Please report how many lines of the data include the word "overflow", with the number as the entire reply.

- - - - -

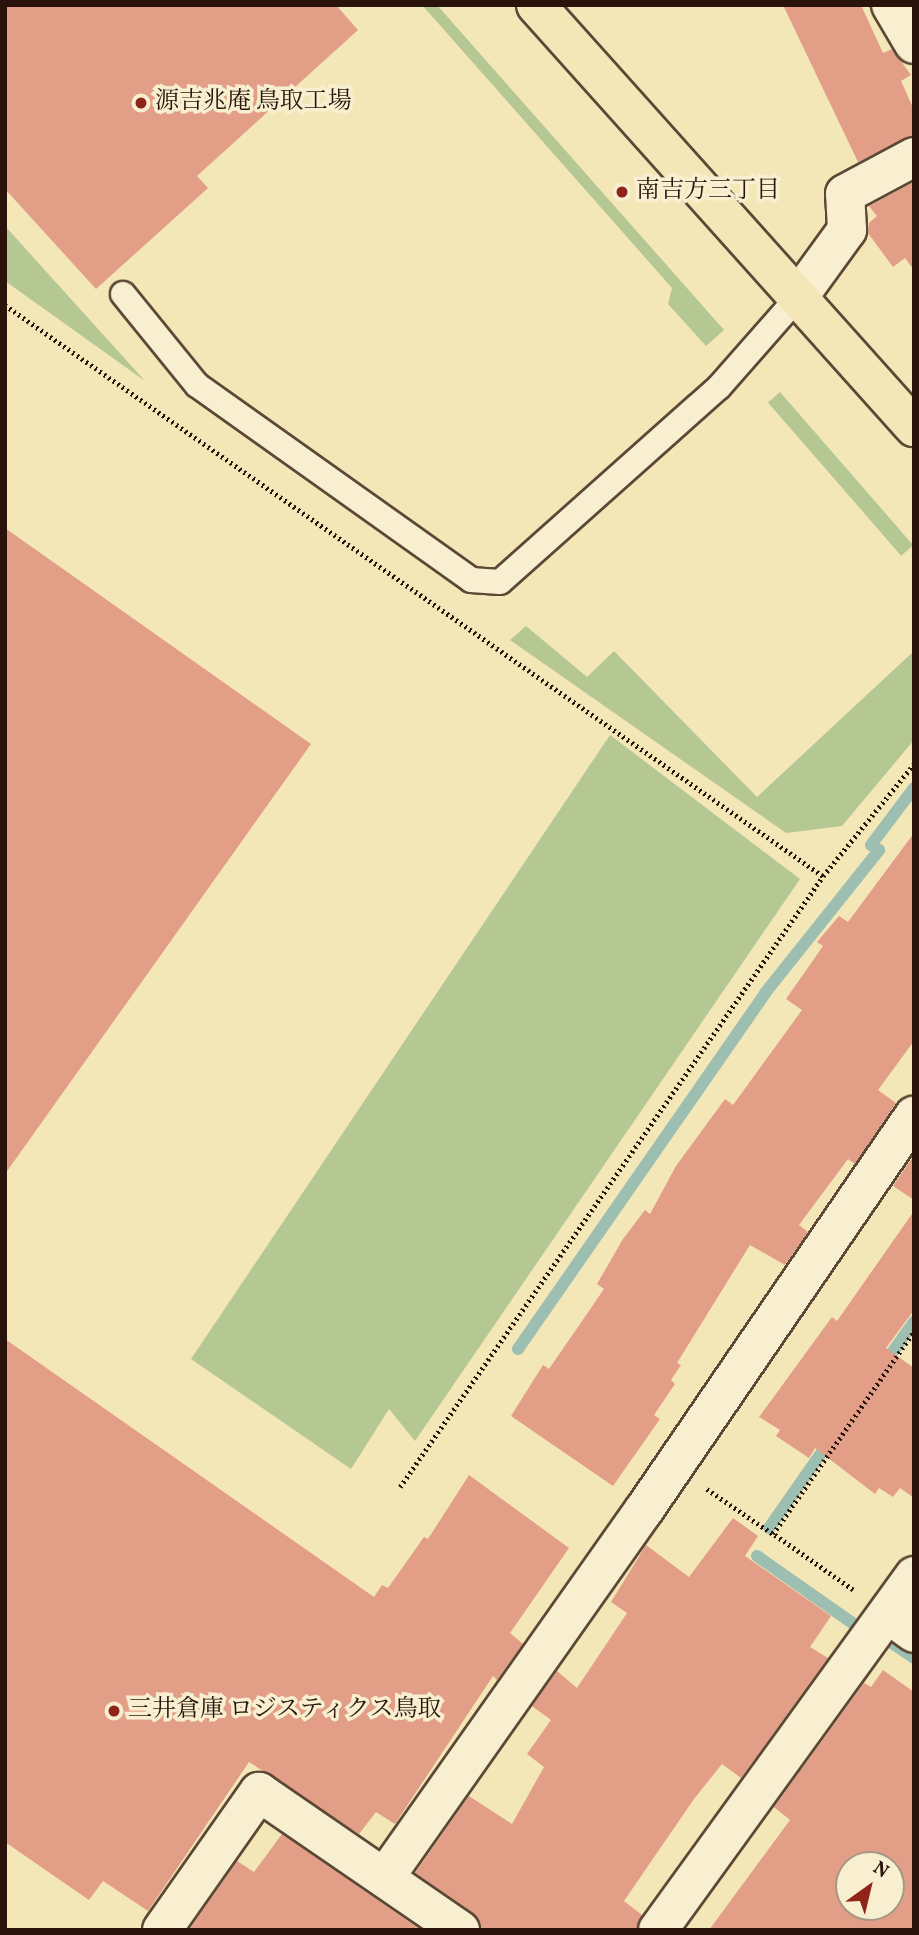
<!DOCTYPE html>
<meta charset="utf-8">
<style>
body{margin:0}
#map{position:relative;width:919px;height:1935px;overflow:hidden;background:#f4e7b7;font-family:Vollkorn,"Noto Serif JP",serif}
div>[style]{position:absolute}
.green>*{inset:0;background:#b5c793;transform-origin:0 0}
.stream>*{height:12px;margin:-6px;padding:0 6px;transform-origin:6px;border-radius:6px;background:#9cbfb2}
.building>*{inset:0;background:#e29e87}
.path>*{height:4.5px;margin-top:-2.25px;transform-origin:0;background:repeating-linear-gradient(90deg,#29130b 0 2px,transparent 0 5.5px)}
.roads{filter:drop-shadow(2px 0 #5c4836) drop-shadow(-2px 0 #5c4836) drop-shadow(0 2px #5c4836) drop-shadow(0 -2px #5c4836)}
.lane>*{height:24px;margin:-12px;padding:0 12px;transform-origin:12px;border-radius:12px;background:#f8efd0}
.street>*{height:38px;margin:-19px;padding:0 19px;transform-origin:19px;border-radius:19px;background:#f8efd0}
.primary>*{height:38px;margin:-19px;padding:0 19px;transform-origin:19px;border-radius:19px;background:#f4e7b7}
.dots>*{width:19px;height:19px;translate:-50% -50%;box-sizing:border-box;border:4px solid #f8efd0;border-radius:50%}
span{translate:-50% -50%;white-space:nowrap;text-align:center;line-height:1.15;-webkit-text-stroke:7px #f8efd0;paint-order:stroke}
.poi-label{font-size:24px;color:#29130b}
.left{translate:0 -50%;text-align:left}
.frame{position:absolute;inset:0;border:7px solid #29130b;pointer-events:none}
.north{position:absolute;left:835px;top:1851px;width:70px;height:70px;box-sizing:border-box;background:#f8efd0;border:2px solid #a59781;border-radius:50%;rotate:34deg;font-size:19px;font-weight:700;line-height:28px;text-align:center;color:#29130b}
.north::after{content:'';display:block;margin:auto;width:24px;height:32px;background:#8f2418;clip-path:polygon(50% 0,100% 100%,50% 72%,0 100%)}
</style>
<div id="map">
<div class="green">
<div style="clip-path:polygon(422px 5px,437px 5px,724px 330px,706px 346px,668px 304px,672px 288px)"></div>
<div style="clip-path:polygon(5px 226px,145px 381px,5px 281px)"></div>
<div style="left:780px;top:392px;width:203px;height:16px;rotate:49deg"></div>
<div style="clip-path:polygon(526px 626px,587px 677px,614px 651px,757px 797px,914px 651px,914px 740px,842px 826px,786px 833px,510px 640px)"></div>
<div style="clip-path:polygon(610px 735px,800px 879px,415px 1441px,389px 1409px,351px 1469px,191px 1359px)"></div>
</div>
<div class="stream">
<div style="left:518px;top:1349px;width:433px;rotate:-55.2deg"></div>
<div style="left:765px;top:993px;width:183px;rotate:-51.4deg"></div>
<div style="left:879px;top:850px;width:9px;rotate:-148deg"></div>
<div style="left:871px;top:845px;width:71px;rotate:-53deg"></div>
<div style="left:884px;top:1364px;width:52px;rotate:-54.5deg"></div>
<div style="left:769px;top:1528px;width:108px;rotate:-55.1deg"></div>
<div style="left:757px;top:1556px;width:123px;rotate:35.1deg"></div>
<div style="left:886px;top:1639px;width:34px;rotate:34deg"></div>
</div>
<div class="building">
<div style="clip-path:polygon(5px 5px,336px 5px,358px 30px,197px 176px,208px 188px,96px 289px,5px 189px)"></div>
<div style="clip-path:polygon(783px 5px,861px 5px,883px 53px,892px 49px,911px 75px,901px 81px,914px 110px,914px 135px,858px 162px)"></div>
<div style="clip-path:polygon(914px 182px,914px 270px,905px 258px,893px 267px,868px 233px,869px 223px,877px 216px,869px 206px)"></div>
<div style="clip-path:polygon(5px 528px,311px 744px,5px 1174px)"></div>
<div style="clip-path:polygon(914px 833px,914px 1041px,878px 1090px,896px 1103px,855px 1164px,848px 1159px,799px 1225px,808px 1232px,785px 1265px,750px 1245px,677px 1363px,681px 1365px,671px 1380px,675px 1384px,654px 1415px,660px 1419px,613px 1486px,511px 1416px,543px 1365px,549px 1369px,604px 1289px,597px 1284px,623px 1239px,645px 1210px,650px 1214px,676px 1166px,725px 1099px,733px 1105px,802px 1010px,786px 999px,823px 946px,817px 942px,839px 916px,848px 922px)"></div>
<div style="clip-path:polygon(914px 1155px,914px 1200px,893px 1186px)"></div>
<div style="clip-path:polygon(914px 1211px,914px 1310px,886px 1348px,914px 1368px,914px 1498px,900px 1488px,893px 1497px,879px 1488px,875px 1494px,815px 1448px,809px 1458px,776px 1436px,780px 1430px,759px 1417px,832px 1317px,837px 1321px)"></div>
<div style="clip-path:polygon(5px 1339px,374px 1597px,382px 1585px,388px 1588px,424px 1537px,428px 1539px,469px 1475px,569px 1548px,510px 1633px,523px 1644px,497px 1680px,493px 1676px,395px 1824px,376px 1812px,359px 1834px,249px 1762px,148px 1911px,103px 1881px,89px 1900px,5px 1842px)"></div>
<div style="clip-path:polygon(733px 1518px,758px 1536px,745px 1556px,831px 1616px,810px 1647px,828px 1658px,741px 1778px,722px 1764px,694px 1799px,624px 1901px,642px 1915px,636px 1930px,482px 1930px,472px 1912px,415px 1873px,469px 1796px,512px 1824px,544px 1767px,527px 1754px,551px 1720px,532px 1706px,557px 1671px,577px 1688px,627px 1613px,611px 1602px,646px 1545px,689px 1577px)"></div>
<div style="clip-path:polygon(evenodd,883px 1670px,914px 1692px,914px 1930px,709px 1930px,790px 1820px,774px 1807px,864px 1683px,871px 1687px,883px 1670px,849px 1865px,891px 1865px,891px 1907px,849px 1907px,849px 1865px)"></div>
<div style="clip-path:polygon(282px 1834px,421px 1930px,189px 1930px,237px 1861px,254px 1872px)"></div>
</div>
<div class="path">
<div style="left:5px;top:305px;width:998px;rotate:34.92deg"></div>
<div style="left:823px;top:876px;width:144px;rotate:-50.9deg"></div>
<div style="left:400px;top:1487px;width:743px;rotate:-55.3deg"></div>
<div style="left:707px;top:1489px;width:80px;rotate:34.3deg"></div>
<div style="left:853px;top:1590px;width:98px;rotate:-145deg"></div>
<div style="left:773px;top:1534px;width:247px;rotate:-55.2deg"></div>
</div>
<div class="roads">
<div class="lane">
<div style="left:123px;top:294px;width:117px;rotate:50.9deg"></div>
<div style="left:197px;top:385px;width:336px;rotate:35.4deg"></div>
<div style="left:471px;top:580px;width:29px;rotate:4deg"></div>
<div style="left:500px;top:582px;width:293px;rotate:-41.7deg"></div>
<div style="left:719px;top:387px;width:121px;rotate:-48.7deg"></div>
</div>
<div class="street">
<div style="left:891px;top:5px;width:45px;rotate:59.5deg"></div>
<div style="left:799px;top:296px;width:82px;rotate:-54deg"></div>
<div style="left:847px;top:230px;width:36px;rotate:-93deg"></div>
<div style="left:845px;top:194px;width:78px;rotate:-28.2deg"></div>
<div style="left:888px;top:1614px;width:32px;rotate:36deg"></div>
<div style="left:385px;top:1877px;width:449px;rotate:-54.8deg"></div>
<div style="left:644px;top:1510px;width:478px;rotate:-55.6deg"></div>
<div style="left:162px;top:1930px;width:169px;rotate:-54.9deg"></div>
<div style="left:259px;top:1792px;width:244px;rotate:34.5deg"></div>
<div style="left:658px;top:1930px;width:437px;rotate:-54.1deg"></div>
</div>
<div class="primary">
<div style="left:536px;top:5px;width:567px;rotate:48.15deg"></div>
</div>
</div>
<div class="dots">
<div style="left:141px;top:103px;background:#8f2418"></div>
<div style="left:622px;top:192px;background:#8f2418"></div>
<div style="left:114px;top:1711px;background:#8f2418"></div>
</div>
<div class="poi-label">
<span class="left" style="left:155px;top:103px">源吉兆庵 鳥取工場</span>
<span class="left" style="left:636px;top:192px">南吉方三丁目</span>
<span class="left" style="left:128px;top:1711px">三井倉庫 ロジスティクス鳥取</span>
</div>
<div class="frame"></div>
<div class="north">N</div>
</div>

- - - - -

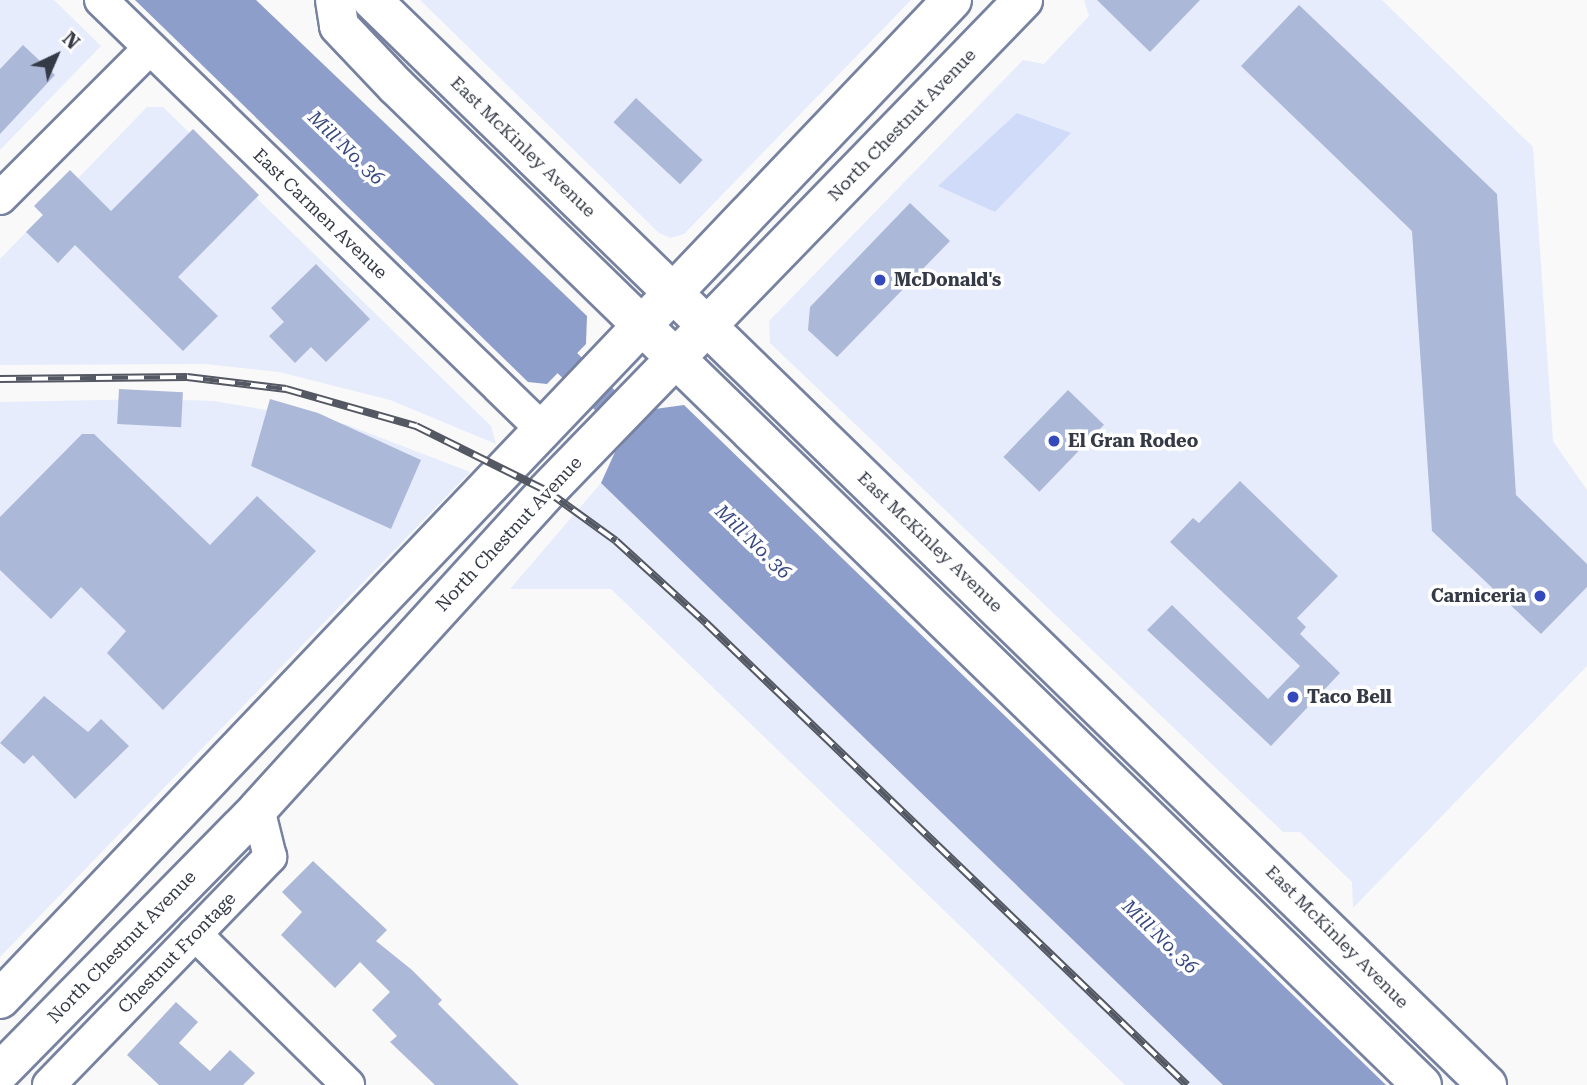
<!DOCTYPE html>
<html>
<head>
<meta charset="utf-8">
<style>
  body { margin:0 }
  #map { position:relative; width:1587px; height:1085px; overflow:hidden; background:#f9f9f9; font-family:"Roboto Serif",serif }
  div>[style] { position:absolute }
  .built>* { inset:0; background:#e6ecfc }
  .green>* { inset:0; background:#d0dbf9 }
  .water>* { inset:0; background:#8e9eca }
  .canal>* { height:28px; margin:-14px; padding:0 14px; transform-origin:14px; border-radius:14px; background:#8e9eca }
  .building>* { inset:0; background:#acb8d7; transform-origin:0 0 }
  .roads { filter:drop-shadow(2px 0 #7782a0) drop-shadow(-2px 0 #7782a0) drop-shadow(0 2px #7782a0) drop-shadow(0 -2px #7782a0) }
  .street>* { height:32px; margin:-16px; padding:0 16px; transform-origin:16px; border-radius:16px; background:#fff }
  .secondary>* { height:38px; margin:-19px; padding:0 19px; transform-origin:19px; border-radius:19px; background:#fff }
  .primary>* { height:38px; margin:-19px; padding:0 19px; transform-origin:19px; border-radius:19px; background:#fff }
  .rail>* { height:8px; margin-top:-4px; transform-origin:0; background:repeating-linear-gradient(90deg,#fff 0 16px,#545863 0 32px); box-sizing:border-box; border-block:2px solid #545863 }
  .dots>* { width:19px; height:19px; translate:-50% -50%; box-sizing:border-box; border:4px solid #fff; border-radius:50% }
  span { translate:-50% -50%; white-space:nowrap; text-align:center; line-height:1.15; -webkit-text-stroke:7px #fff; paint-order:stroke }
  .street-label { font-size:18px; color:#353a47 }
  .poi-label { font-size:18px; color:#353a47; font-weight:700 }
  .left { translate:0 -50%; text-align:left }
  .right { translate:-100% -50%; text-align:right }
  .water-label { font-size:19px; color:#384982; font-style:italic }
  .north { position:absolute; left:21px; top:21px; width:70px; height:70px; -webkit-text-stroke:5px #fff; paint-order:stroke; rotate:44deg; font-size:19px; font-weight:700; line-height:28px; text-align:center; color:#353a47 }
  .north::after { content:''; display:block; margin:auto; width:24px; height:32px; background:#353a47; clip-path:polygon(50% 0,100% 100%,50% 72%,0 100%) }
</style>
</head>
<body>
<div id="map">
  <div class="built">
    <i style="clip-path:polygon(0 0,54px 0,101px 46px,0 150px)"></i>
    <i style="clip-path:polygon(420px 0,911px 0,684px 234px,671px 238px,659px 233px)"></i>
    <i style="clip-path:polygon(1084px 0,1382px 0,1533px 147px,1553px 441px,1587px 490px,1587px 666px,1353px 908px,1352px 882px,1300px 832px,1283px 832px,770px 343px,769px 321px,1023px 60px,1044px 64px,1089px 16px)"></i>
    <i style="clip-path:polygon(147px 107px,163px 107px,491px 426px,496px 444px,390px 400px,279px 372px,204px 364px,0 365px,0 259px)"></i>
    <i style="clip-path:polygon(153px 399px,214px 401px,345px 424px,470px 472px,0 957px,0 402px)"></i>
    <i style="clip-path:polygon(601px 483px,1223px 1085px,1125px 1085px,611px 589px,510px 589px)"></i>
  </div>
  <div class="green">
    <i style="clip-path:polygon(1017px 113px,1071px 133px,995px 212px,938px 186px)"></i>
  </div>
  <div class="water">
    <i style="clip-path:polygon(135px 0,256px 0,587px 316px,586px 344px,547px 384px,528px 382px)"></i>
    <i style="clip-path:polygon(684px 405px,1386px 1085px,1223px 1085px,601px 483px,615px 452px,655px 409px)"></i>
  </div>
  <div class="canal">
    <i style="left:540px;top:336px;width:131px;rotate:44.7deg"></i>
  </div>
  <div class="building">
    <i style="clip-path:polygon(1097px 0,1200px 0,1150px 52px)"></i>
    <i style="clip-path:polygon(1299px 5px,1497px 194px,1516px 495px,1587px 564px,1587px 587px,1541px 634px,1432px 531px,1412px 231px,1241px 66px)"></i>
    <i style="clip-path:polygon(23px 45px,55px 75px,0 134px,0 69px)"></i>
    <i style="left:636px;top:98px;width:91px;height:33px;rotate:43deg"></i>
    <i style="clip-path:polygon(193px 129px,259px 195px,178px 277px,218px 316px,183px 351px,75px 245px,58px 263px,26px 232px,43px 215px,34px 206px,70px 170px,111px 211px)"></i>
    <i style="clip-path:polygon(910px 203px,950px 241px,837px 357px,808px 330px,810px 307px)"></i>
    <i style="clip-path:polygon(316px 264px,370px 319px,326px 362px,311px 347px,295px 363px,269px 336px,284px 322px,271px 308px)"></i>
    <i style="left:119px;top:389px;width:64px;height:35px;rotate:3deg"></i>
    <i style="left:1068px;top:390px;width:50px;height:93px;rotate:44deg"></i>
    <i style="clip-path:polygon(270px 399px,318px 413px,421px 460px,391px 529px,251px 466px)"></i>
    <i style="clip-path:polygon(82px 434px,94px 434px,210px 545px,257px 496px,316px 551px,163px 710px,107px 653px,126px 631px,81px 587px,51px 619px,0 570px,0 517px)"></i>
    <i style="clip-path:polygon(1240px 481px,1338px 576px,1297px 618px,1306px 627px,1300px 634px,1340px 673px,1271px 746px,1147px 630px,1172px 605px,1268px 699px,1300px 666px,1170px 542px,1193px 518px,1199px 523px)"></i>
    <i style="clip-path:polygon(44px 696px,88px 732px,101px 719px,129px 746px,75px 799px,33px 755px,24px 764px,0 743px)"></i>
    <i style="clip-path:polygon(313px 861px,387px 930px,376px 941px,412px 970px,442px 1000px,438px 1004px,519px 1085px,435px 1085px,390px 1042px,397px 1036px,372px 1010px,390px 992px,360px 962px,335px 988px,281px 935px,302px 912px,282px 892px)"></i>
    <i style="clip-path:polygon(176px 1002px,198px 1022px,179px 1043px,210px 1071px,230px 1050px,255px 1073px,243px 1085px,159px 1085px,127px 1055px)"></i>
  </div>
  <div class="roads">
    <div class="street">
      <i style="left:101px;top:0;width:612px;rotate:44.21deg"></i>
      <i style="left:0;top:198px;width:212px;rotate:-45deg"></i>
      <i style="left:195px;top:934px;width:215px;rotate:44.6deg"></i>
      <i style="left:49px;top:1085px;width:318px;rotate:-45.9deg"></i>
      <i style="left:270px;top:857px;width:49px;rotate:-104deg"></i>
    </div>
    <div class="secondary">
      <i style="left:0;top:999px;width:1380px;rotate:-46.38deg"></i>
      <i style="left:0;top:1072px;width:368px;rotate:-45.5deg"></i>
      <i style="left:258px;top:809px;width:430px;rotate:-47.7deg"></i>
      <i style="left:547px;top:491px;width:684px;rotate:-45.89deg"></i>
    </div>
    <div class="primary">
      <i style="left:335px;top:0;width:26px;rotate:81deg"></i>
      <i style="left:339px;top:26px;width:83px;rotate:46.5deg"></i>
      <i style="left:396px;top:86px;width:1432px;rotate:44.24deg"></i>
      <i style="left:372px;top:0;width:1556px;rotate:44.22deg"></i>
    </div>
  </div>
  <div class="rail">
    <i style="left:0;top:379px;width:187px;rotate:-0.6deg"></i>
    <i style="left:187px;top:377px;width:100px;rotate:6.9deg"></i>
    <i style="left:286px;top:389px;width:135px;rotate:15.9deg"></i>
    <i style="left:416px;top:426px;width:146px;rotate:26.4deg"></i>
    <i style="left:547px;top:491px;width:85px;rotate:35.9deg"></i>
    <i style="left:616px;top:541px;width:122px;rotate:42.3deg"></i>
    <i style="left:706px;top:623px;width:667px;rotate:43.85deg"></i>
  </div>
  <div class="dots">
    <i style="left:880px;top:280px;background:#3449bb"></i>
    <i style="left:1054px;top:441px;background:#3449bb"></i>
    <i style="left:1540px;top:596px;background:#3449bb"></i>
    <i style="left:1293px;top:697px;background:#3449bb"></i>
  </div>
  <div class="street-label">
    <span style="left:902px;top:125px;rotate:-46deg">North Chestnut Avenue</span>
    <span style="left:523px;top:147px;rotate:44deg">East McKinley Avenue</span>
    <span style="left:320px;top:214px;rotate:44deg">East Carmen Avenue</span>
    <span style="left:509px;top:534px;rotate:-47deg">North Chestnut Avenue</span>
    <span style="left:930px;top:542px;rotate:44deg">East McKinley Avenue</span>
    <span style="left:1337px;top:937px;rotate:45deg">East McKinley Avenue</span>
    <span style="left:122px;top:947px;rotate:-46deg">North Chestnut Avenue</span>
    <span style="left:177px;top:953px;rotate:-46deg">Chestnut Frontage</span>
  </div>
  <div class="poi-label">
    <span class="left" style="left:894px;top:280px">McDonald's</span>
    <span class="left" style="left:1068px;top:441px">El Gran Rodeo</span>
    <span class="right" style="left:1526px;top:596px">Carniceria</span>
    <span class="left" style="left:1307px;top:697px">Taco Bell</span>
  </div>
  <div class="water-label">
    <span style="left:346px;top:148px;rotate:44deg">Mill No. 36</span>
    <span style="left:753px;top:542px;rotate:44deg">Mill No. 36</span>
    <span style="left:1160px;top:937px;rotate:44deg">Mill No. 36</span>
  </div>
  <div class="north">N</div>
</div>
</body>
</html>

- - - - -

* SOLUTION TO THIS PROBLEM:
2